*Task brief*:
Please set down every record exactly as it appears below.

** Given records follows **

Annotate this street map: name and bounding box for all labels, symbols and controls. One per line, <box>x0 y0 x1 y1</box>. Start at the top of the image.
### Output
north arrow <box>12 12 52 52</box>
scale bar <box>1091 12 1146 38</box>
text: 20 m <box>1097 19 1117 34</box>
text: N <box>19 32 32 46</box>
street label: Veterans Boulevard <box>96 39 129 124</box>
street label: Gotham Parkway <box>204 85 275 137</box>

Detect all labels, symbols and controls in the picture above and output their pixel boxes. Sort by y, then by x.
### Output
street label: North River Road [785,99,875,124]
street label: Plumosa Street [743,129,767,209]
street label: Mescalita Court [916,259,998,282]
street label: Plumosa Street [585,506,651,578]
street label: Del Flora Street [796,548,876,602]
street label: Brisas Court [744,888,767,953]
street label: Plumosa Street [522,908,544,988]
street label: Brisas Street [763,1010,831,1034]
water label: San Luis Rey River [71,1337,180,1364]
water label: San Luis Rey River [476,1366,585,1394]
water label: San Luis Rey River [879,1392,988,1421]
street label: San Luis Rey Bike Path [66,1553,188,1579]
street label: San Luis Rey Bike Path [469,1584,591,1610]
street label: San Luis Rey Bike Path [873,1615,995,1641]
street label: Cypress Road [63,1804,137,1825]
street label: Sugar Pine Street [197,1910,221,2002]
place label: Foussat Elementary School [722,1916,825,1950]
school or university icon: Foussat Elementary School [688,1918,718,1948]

** End of Given records **

*Result of the task*:
Annotate this street map: name and bounding box for all labels, symbols and controls. One per line, <box>x0 y0 x1 y1</box>. Start at the top of the image.
### Output
north arrow <box>12 12 52 52</box>
scale bar <box>1091 12 1146 38</box>
text: 20 m <box>1097 19 1117 34</box>
text: N <box>19 32 32 46</box>
street label: Veterans Boulevard <box>96 39 129 124</box>
street label: Gotham Parkway <box>204 85 275 137</box>

Detect all labels, symbols and controls in the picture above and output their pixel boxes. Sort by y, then by x.
### Output
street label: North River Road [785,99,875,124]
street label: Plumosa Street [743,129,767,209]
street label: Mescalita Court [916,259,998,282]
street label: Plumosa Street [585,506,651,578]
street label: Del Flora Street [796,548,876,602]
street label: Brisas Court [744,888,767,953]
street label: Plumosa Street [522,908,544,988]
street label: Brisas Street [763,1010,831,1034]
water label: San Luis Rey River [71,1337,180,1364]
water label: San Luis Rey River [476,1366,585,1394]
water label: San Luis Rey River [879,1392,988,1421]
street label: San Luis Rey Bike Path [66,1553,188,1579]
street label: San Luis Rey Bike Path [469,1584,591,1610]
street label: San Luis Rey Bike Path [873,1615,995,1641]
street label: Cypress Road [63,1804,137,1825]
street label: Sugar Pine Street [197,1910,221,2002]
place label: Foussat Elementary School [722,1916,825,1950]
school or university icon: Foussat Elementary School [688,1918,718,1948]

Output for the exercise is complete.